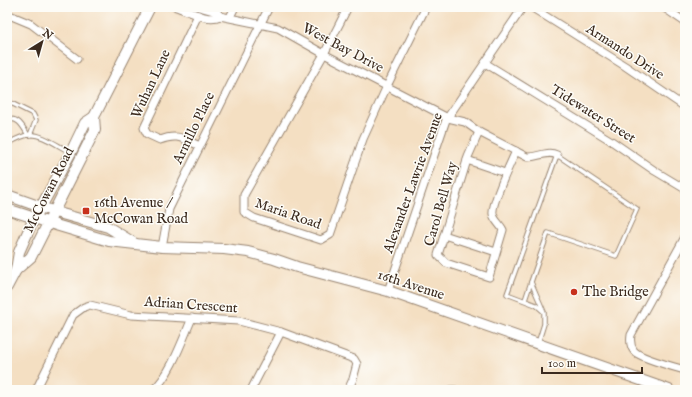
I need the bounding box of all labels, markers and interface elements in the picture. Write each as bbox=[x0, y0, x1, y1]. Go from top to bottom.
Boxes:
street label: West Bay Drive bbox=[299, 19, 387, 77]
street label: Armando Drive bbox=[582, 20, 668, 84]
north arrow bbox=[22, 22, 62, 62]
text: N bbox=[39, 26, 56, 44]
street label: Wuhan Lane bbox=[127, 46, 175, 121]
street label: Tidewater Street bbox=[547, 81, 639, 147]
street label: Armillo Place bbox=[168, 89, 219, 168]
street label: Alexander Lawrie Avenue bbox=[379, 110, 447, 257]
street label: McCowan Road bbox=[20, 144, 79, 236]
street label: Carol Bell Way bbox=[420, 159, 462, 248]
place label: 16th Avenue / McCowan Road bbox=[94, 194, 188, 228]
street label: Maria Road bbox=[253, 194, 324, 234]
marker: 16th Avenue / McCowan Road bbox=[81, 206, 91, 216]
street label: 16th Avenue bbox=[375, 266, 447, 304]
place label: The Bridge bbox=[582, 283, 649, 301]
marker: The Bridge bbox=[569, 287, 579, 297]
street label: Adrian Crescent bbox=[143, 293, 238, 317]
scale bar bbox=[542, 349, 642, 375]
text: 100 m bbox=[548, 356, 576, 371]

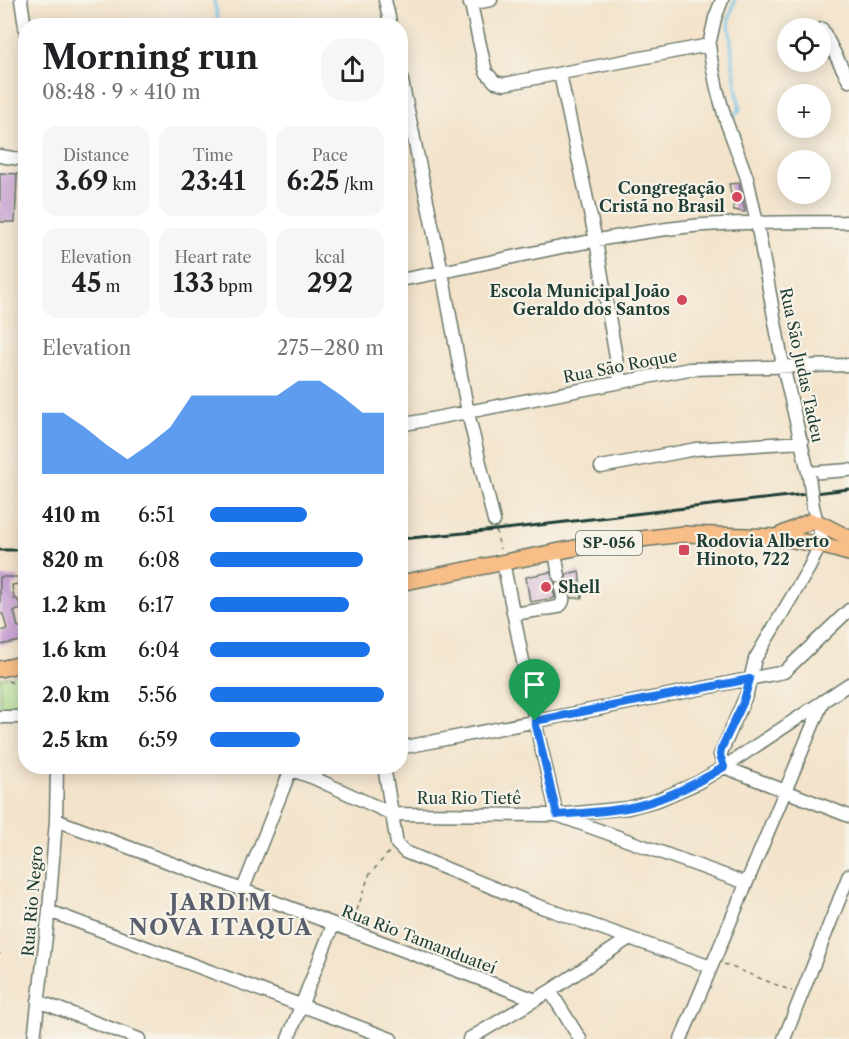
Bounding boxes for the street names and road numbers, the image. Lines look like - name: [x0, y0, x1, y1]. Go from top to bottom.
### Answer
- street label: Rua São Judas Tadeu: [776, 286, 828, 444]
- street label: Rua São Roque: [561, 345, 679, 387]
- road number: SP-056: [576, 531, 642, 555]
- street label: Rua Rio Tietê: [417, 788, 521, 808]
- street label: Rua Rio Negro: [17, 845, 47, 957]
- street label: Rua Rio Tamanduateí: [339, 900, 499, 978]

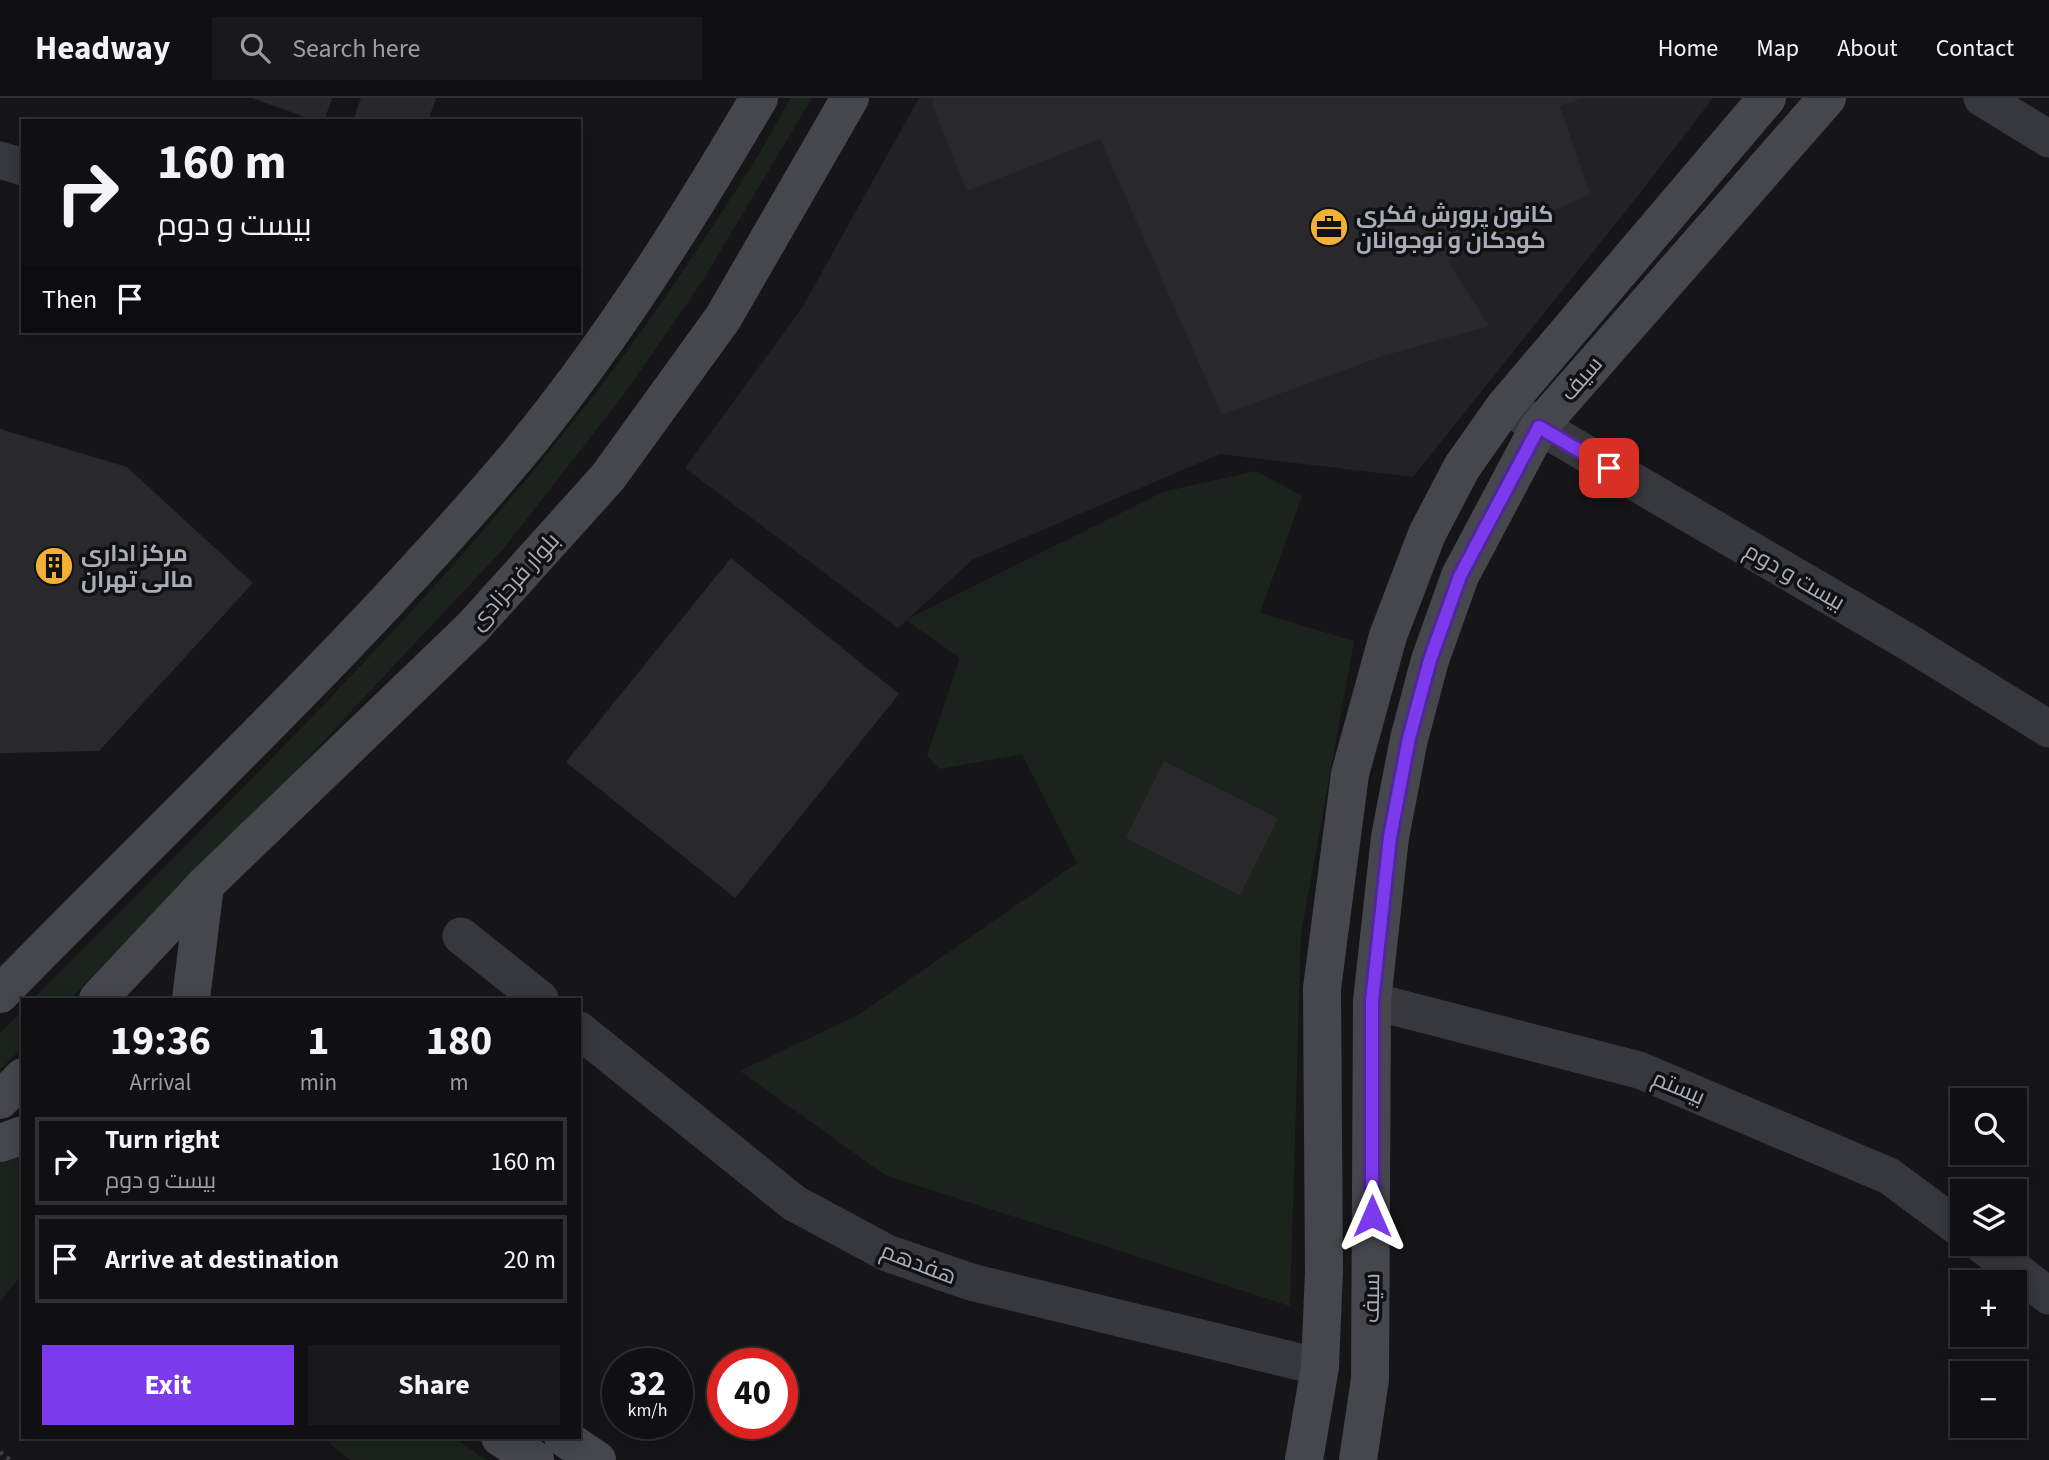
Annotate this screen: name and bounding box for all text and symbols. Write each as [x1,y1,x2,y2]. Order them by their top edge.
search box [212,17,702,80]
text: Headway [35,25,170,72]
icon: search [236,29,274,67]
text: Search here [292,30,420,67]
text: Home [1658,31,1718,66]
text: Map [1756,31,1799,66]
text: About [1837,31,1898,66]
text: Contact [1936,31,2014,66]
text: 160 m [157,128,286,198]
icon: right [42,147,133,238]
place label: کانون پرورش فکری کودکان و نوجوانان [1356,198,1553,257]
text: بیست و دوم [157,202,312,248]
office icon: کانون پرورش فکری کودکان و نوجوانان [1308,206,1350,248]
icon: arrive [111,280,149,318]
text: Then [42,281,97,318]
street label: سیف [1553,349,1610,408]
pin [1579,438,1639,498]
icon: arrive [1590,449,1628,487]
street label: بلوار فرحزادی [461,525,567,638]
street label: بیست و دوم [1738,534,1851,619]
place label: مرکز اداری مالی تهران [81,537,193,596]
building icon: مرکز اداری مالی تهران [33,545,75,587]
text: 19:36 [110,1011,211,1071]
text: 1 [307,1011,329,1071]
text: 180 [426,1011,492,1071]
street label: بیستم [1647,1062,1710,1113]
text: Arrival [129,1066,191,1099]
text: min [300,1066,337,1099]
text: m [449,1066,469,1099]
map controls [1950,1088,2027,1438]
button: search [1950,1088,2027,1165]
text: Turn right [105,1121,220,1158]
icon: right [46,1142,84,1180]
text: 160 m [490,1143,556,1180]
text: بیست و دوم [105,1164,216,1197]
position arrow [1335,1179,1409,1253]
button: layers [1950,1179,2027,1256]
street label: هفدهم [876,1234,962,1293]
icon: arrive [46,1240,84,1278]
text: Arrive at destination [105,1241,339,1278]
text: 20 m [503,1241,556,1278]
button: + [1950,1270,2027,1347]
street label: سیف [1355,1273,1388,1323]
button: Exit [42,1345,294,1425]
button: Share [308,1345,560,1425]
speed limit sign: 40 [707,1348,798,1439]
text: 32 [629,1359,666,1409]
button: − [1950,1361,2027,1438]
text: km/h [628,1398,667,1423]

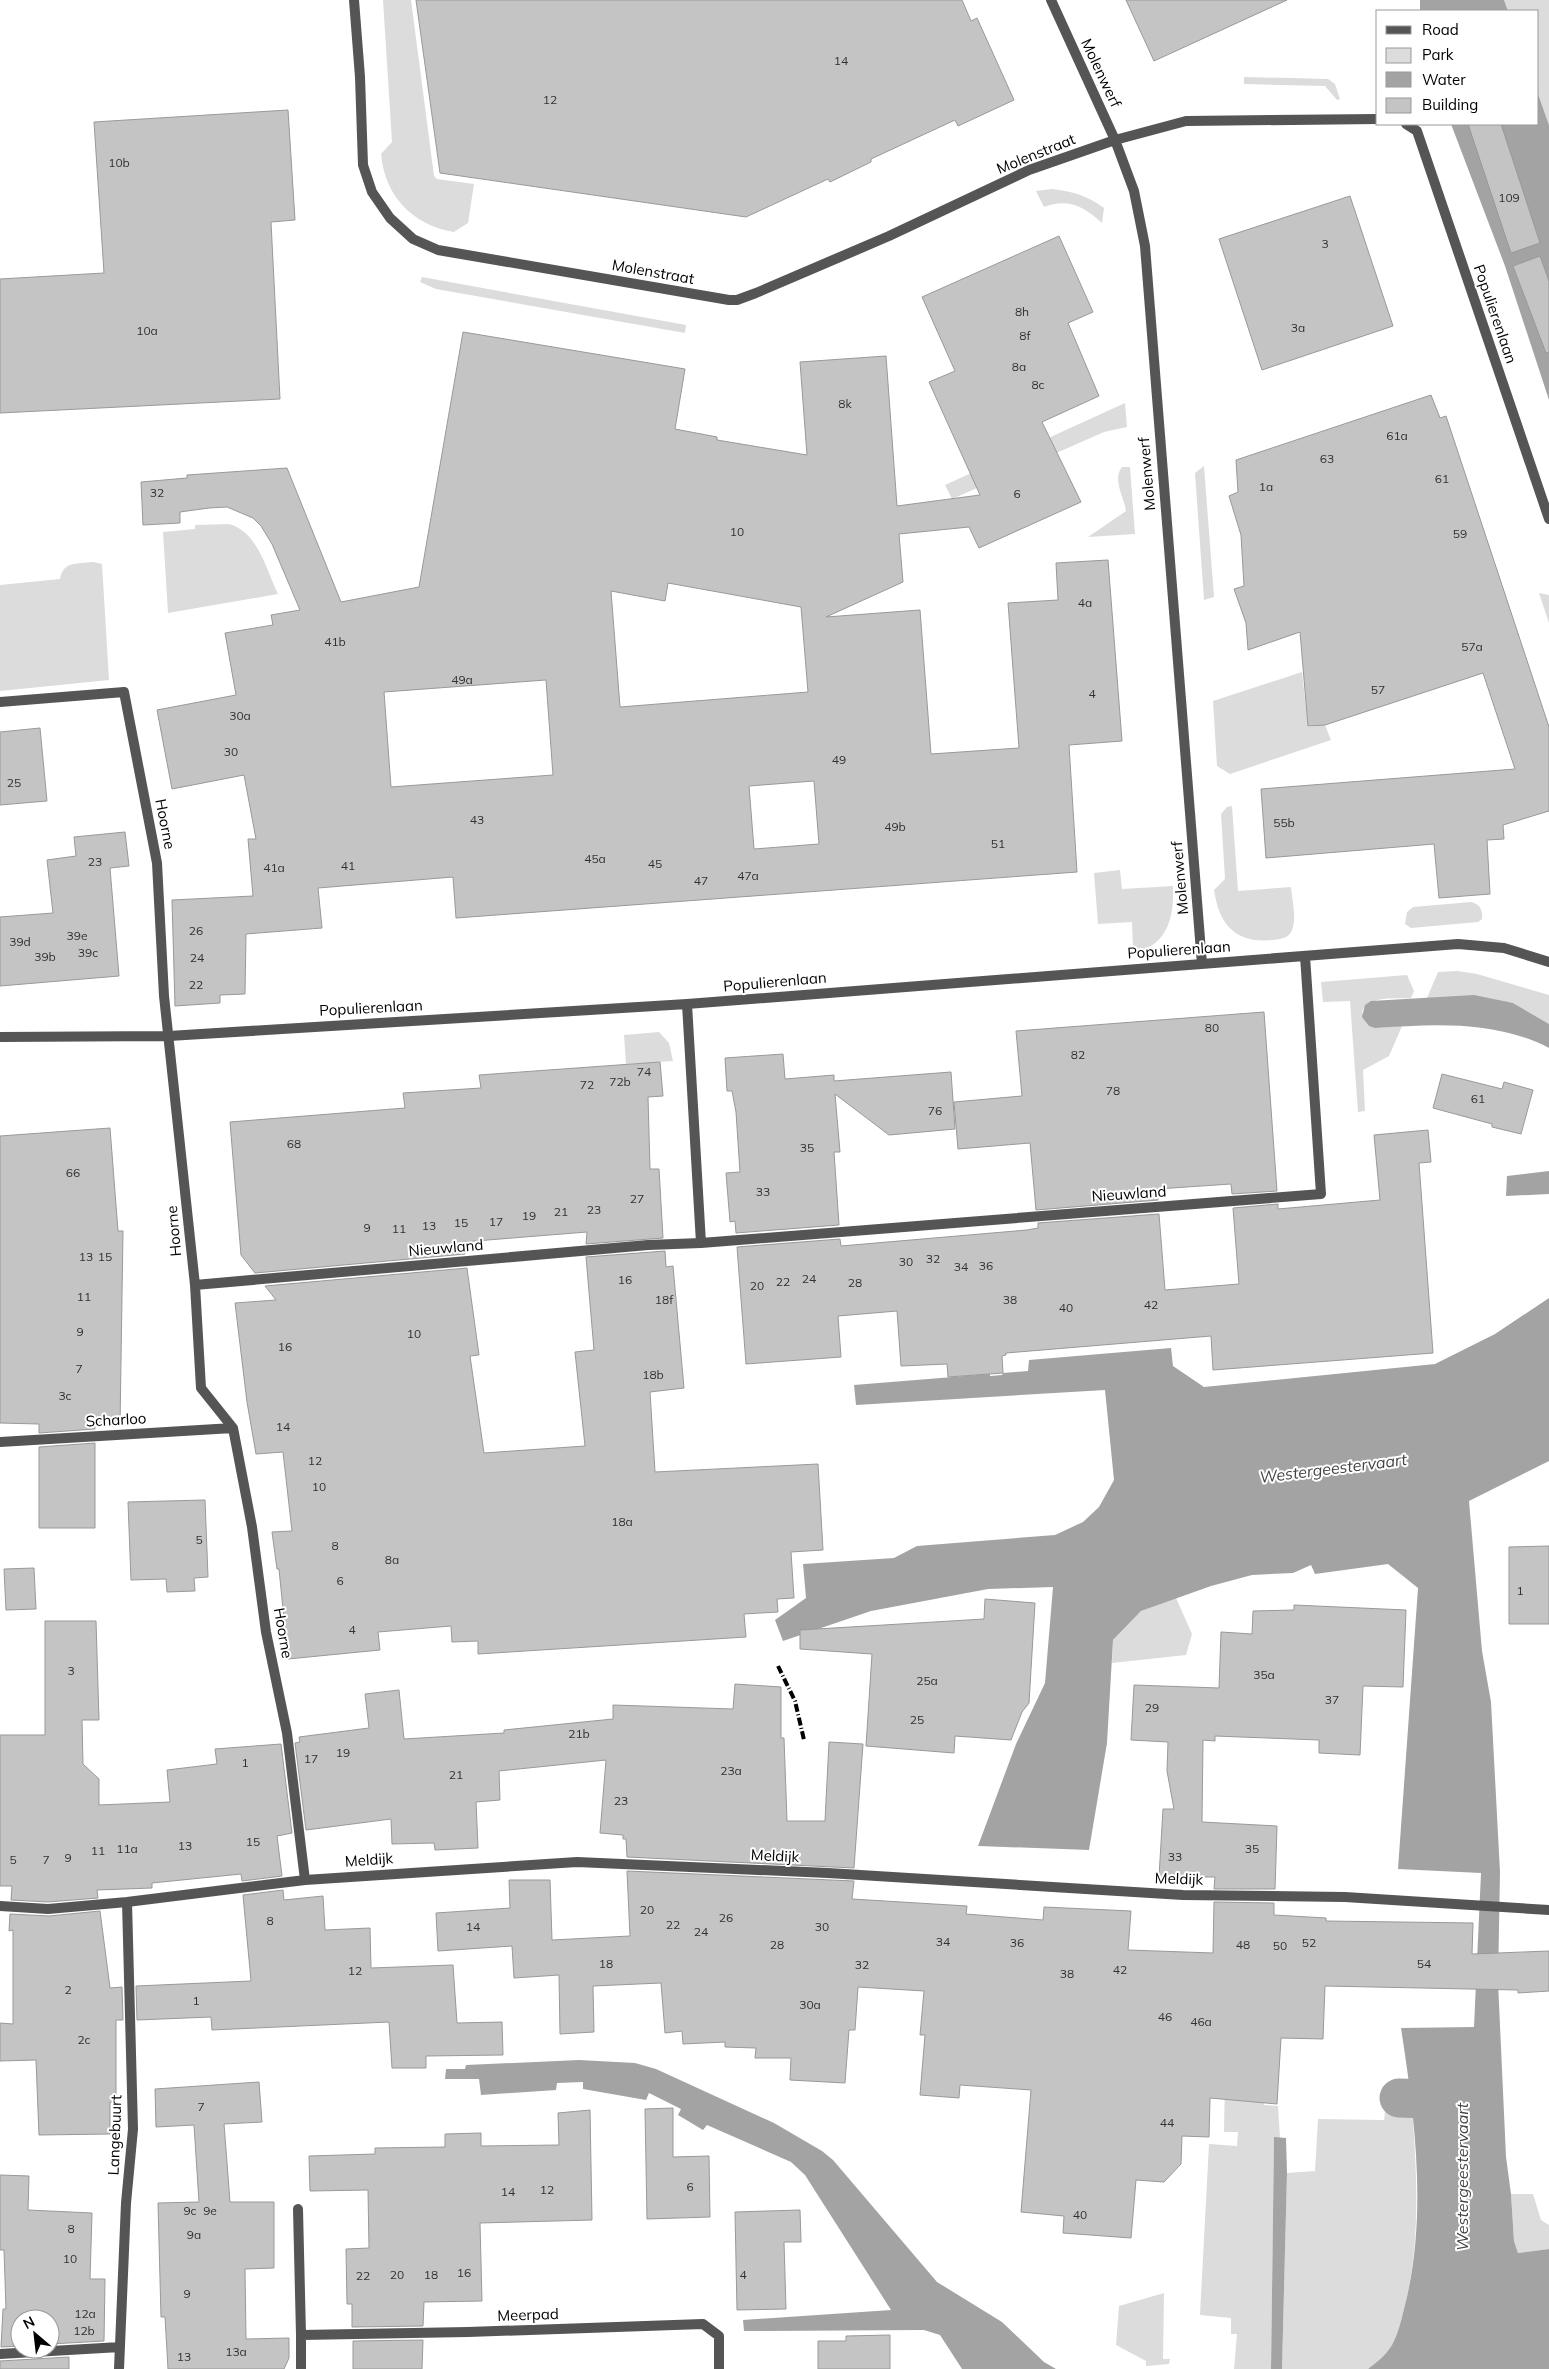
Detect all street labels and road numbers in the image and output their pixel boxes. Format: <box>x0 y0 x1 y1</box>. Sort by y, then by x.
- - - - -
[Instructions for the task] Could you output the full set of entries exactly, skipping every picture?

[Exercise output]
I need the bounding box of all labels, markers and interface elements in the picture. Write each as bbox=[x0, y0, x1, y1]. Go from top to bottom.
Boxes:
street label: West Bay Drive bbox=[299, 19, 387, 77]
street label: Armando Drive bbox=[582, 20, 668, 84]
north arrow bbox=[22, 22, 62, 62]
text: N bbox=[39, 26, 56, 44]
street label: Wuhan Lane bbox=[127, 46, 175, 121]
street label: Tidewater Street bbox=[547, 81, 639, 147]
street label: Armillo Place bbox=[168, 89, 219, 168]
street label: Alexander Lawrie Avenue bbox=[379, 110, 447, 257]
street label: McCowan Road bbox=[20, 144, 79, 236]
street label: Carol Bell Way bbox=[420, 159, 462, 248]
place label: 16th Avenue / McCowan Road bbox=[94, 194, 188, 228]
street label: Maria Road bbox=[253, 194, 324, 234]
marker: 16th Avenue / McCowan Road bbox=[81, 206, 91, 216]
street label: 16th Avenue bbox=[375, 266, 447, 304]
place label: The Bridge bbox=[582, 283, 649, 301]
marker: The Bridge bbox=[569, 287, 579, 297]
street label: Adrian Crescent bbox=[143, 293, 238, 317]
scale bar bbox=[542, 349, 642, 375]
text: 100 m bbox=[548, 356, 576, 371]

Bounding boxes for the street names and road numbers, the image. Lines look like - name: [x0, y0, x1, y1]. Go from top to bottom.
### Answer
- street label: Rua São Judas Tadeu: [776, 286, 828, 444]
- street label: Rua São Roque: [561, 345, 679, 387]
- road number: SP-056: [576, 531, 642, 555]
- street label: Rua Rio Tietê: [417, 788, 521, 808]
- street label: Rua Rio Negro: [17, 845, 47, 957]
- street label: Rua Rio Tamanduateí: [339, 900, 499, 978]

Annotate this screen: name and bounding box for all text and symbols. Write each as [x1,y1,x2,y2]. Order them by their top edge.
search box [212,17,702,80]
text: Headway [35,25,170,72]
icon: search [236,29,274,67]
text: Search here [292,30,420,67]
text: Home [1658,31,1718,66]
text: Map [1756,31,1799,66]
text: About [1837,31,1898,66]
text: Contact [1936,31,2014,66]
text: 160 m [157,128,286,198]
icon: right [42,147,133,238]
place label: کانون پرورش فکری کودکان و نوجوانان [1356,198,1553,257]
text: بیست و دوم [157,202,312,248]
office icon: کانون پرورش فکری کودکان و نوجوانان [1308,206,1350,248]
icon: arrive [111,280,149,318]
text: Then [42,281,97,318]
street label: سیف [1553,349,1610,408]
pin [1579,438,1639,498]
icon: arrive [1590,449,1628,487]
street label: بلوار فرحزادی [461,525,567,638]
street label: بیست و دوم [1738,534,1851,619]
place label: مرکز اداری مالی تهران [81,537,193,596]
building icon: مرکز اداری مالی تهران [33,545,75,587]
text: 19:36 [110,1011,211,1071]
text: 1 [307,1011,329,1071]
text: 180 [426,1011,492,1071]
street label: بیستم [1647,1062,1710,1113]
text: Arrival [129,1066,191,1099]
text: min [300,1066,337,1099]
text: m [449,1066,469,1099]
map controls [1950,1088,2027,1438]
button: search [1950,1088,2027,1165]
text: Turn right [105,1121,220,1158]
icon: right [46,1142,84,1180]
text: 160 m [490,1143,556,1180]
text: بیست و دوم [105,1164,216,1197]
position arrow [1335,1179,1409,1253]
button: layers [1950,1179,2027,1256]
street label: هفدهم [876,1234,962,1293]
icon: arrive [46,1240,84,1278]
text: Arrive at destination [105,1241,339,1278]
text: 20 m [503,1241,556,1278]
button: + [1950,1270,2027,1347]
street label: سیف [1355,1273,1388,1323]
button: Exit [42,1345,294,1425]
button: Share [308,1345,560,1425]
speed limit sign: 40 [707,1348,798,1439]
text: 32 [629,1359,666,1409]
button: − [1950,1361,2027,1438]
text: km/h [628,1398,667,1423]

Detect all street labels and road numbers in the image and output their pixel boxes. Format: <box>x0 y0 x1 y1</box>. Sort by y, then by x.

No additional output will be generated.